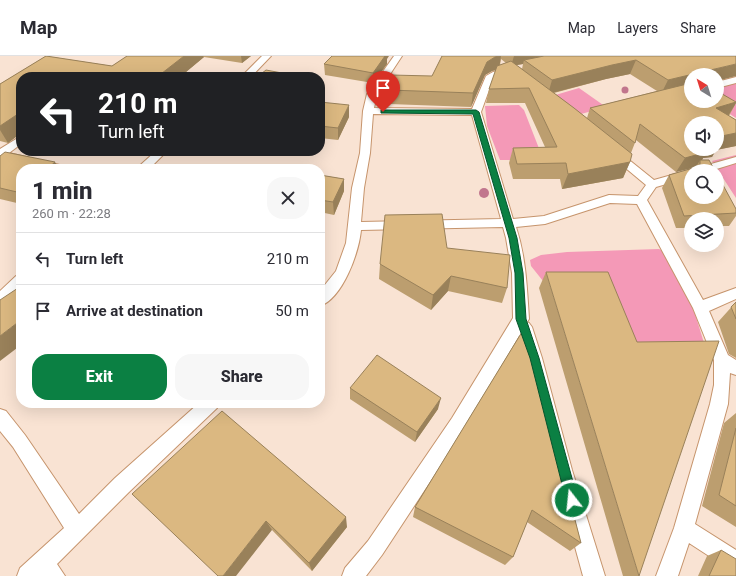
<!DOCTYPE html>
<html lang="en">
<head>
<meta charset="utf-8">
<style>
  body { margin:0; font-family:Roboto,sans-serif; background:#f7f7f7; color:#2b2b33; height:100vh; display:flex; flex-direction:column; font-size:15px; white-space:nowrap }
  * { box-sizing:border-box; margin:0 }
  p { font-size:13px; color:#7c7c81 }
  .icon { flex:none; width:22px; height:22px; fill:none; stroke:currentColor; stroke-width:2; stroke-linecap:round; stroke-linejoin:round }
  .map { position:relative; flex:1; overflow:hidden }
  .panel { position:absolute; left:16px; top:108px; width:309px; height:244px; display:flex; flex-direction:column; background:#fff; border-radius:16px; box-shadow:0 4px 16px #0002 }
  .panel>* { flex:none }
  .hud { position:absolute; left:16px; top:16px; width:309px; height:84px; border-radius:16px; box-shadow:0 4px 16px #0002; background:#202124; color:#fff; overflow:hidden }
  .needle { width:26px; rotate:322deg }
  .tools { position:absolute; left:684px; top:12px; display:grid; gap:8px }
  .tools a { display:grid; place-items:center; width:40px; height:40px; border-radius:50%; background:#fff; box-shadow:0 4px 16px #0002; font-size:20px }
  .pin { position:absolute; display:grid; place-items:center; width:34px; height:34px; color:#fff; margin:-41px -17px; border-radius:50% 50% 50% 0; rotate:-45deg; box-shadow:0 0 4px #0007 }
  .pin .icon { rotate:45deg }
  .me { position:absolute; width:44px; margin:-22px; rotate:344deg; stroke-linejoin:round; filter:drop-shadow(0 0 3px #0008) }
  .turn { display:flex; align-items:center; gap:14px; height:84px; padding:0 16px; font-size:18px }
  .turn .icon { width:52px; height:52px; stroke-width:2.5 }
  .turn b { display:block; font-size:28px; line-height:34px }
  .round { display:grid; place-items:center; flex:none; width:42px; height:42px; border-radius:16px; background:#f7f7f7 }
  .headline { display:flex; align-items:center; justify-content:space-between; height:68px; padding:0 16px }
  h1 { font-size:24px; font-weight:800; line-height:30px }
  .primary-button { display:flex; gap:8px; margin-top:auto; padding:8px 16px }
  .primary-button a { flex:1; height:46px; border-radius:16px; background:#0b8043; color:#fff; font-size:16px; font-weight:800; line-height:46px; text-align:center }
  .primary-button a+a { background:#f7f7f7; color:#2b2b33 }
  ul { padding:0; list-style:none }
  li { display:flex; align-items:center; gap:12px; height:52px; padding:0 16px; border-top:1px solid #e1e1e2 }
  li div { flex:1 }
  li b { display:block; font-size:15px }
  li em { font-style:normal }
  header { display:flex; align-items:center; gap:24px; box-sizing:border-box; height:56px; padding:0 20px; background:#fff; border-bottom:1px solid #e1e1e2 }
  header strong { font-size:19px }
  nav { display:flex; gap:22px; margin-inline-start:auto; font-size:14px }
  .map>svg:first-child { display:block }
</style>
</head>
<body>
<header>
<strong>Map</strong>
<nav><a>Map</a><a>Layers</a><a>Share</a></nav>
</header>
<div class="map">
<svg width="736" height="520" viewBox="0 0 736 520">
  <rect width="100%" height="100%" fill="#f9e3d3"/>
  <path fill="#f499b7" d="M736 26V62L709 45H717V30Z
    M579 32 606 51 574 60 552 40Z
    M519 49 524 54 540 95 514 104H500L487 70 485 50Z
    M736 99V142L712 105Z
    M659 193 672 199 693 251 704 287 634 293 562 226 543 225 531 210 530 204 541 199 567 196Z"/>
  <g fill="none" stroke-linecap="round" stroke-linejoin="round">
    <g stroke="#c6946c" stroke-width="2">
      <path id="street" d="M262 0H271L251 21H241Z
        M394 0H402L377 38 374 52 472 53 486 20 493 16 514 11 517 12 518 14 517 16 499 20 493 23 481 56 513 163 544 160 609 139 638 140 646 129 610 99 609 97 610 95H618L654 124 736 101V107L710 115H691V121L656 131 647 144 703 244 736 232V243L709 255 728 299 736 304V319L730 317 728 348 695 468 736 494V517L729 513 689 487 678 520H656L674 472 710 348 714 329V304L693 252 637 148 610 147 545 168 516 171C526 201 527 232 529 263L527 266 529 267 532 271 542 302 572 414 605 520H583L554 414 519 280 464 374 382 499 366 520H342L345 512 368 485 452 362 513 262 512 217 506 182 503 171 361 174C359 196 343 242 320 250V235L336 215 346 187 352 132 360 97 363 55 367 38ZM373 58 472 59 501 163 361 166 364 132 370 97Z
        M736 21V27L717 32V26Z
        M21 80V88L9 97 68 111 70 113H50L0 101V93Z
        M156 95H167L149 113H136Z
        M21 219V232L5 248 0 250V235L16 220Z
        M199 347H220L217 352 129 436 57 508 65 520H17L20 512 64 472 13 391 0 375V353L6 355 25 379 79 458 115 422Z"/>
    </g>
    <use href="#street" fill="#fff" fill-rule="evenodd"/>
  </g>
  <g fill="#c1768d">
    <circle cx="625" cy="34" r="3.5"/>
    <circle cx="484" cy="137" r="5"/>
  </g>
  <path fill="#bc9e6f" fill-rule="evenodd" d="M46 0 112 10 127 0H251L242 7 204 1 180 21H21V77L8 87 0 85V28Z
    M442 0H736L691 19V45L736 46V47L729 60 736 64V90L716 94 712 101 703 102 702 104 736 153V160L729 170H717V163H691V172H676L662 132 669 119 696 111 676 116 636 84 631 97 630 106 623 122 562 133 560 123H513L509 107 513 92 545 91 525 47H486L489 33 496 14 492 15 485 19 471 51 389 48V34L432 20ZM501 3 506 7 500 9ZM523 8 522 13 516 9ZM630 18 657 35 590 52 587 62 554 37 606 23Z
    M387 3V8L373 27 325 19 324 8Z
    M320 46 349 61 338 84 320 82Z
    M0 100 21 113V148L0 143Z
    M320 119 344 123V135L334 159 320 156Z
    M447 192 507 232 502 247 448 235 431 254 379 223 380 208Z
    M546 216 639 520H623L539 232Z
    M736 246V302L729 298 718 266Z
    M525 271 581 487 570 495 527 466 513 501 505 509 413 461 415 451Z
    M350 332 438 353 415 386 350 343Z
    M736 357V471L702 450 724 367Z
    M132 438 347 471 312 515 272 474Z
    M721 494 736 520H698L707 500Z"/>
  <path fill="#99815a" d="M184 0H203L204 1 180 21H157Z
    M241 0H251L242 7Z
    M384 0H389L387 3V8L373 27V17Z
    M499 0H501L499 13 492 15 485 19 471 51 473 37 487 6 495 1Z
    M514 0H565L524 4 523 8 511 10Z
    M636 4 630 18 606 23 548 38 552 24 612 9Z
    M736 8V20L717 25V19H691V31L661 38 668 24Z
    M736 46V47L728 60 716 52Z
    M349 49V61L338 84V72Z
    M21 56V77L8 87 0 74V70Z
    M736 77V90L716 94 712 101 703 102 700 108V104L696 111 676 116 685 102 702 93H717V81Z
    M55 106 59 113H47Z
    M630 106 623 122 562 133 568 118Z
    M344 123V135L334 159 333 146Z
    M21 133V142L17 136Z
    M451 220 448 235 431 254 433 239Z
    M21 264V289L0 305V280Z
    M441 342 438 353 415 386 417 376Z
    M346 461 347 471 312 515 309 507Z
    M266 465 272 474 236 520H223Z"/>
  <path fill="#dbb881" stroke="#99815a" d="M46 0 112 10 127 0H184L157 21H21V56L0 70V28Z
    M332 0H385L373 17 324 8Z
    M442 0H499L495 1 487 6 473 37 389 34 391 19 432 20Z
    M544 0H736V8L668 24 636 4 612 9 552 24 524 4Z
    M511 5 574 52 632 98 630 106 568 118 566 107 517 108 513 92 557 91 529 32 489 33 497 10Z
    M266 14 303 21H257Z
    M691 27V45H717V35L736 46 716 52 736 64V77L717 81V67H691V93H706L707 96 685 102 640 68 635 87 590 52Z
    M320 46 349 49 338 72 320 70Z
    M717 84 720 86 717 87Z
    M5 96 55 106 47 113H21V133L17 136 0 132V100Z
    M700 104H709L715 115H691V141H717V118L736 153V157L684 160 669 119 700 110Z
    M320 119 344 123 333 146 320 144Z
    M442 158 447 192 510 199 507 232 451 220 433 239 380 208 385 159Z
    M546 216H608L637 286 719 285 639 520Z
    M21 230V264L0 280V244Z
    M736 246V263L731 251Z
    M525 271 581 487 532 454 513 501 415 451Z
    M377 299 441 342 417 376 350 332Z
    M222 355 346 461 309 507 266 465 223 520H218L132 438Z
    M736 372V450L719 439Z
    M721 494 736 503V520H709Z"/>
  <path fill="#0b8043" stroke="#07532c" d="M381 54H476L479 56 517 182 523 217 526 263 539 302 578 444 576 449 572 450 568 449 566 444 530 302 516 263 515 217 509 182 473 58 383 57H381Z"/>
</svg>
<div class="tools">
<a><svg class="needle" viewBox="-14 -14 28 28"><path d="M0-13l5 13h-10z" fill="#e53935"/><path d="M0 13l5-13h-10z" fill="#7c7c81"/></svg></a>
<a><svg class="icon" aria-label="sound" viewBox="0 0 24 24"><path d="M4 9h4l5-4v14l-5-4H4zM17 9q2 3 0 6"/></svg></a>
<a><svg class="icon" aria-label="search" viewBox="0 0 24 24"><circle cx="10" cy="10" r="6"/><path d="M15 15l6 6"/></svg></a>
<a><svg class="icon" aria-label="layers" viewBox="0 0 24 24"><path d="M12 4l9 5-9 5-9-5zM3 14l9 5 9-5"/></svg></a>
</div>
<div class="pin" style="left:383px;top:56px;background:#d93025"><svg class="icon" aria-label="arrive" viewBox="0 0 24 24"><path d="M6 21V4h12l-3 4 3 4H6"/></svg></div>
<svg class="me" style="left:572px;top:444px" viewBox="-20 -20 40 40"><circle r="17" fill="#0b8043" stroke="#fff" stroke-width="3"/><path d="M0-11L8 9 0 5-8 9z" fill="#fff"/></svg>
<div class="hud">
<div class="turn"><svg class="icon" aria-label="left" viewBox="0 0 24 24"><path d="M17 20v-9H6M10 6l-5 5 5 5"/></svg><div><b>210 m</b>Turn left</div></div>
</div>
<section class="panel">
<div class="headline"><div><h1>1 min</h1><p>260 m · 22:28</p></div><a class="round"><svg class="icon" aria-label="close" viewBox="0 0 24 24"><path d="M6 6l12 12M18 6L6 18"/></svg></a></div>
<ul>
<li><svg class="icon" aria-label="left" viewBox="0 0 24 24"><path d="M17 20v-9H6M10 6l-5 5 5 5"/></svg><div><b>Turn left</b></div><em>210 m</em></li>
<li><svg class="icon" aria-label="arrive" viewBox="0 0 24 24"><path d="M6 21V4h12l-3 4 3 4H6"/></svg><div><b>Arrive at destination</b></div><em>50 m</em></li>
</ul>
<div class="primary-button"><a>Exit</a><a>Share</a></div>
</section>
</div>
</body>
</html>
□ □ □ □
● **WHAT NEEDS TO BE DONE**
The expected answer is every line in the data above that carries the string "rotate".

● **ANSWER TO THIS PROBLEM**
  .needle { width:26px; rotate:322deg }
  .pin { position:absolute; display:grid; place-items:center; width:34px; height:34px; color:#fff; margin:-41px -17px; border-radius:50% 50% 50% 0; rotate:-45deg; box-shadow:0 0 4px #0007 }
  .pin .icon { rotate:45deg }
  .me { position:absolute; width:44px; margin:-22px; rotate:344deg; stroke-linejoin:round; filter:drop-shadow(0 0 3px #0008) }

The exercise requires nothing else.